Stored data:
────────────────────
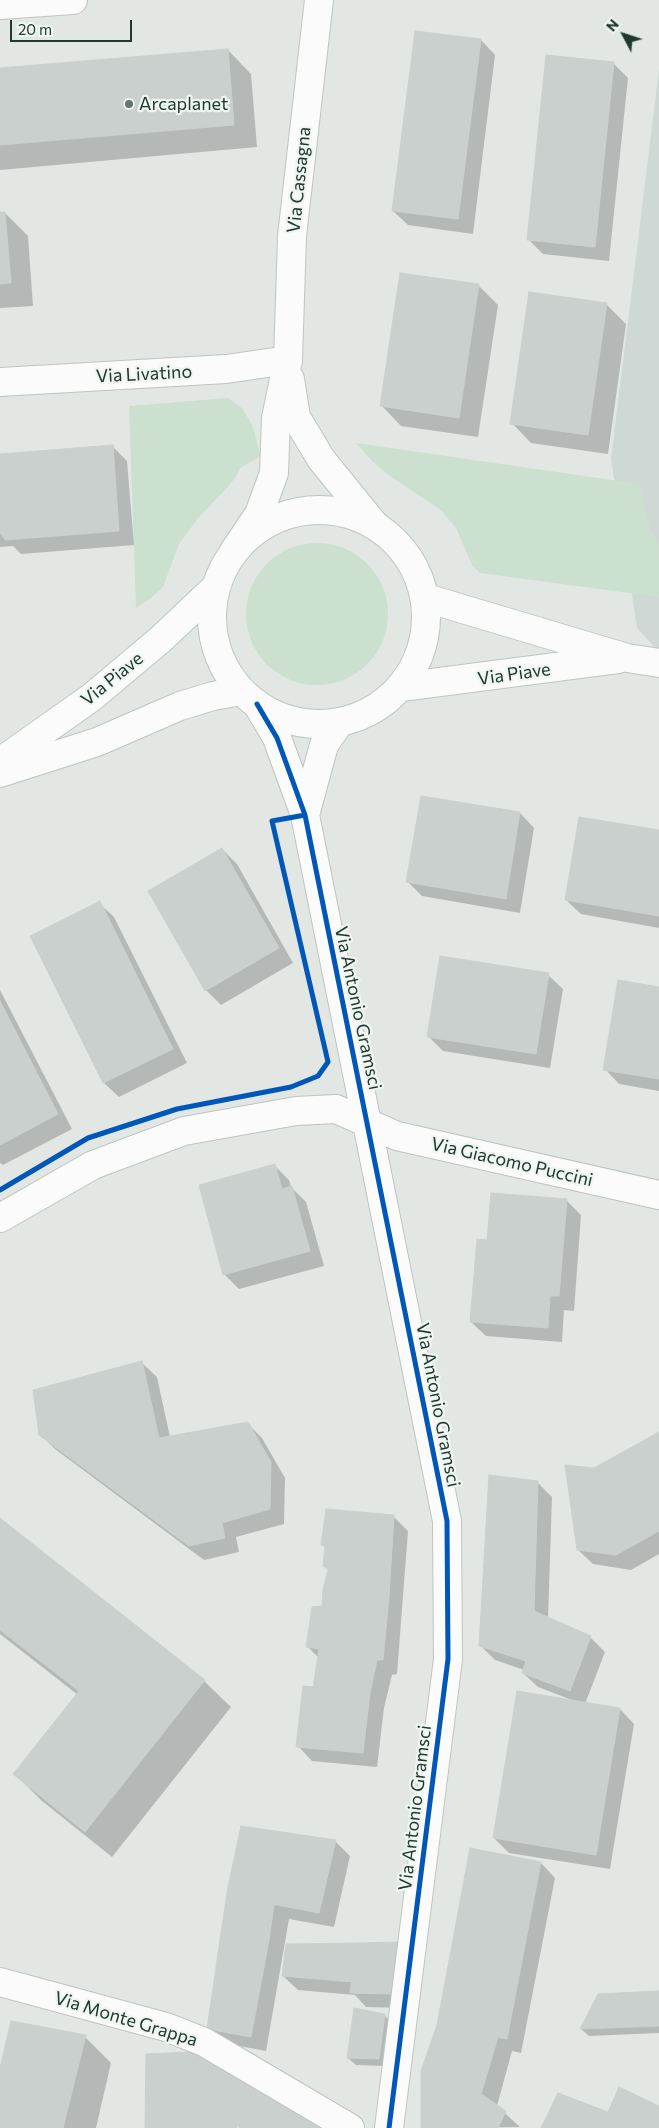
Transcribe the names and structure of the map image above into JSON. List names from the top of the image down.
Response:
{
  "streets": {
    "street": [
      "Via Cassagna",
      "Via Livatino",
      "Via Piave",
      "Via Antonio Gramsci",
      "Via Giacomo Puccini",
      "Via Monte Grappa"
    ]
  },
  "crossings": [
    ["Via Cassagna", "Via Livatino"],
    ["Via Piave", "Via Antonio Gramsci"],
    ["Via Antonio Gramsci", "Via Giacomo Puccini"]
  ],
  "places": ["Arcaplanet"],
  "scale_bar": "20 m",
  "north": "top left"
}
────────────────────
Work request
The finished copy should match the data above word for word and contain no pictures.

Finished exercise
Transcribe the names and structure of the map image above into JSON. List names from the top of the image down.
Response:
{
  "streets": {
    "street": [
      "Via Cassagna",
      "Via Livatino",
      "Via Piave",
      "Via Antonio Gramsci",
      "Via Giacomo Puccini",
      "Via Monte Grappa"
    ]
  },
  "crossings": [
    ["Via Cassagna", "Via Livatino"],
    ["Via Piave", "Via Antonio Gramsci"],
    ["Via Antonio Gramsci", "Via Giacomo Puccini"]
  ],
  "places": ["Arcaplanet"],
  "scale_bar": "20 m",
  "north": "top left"
}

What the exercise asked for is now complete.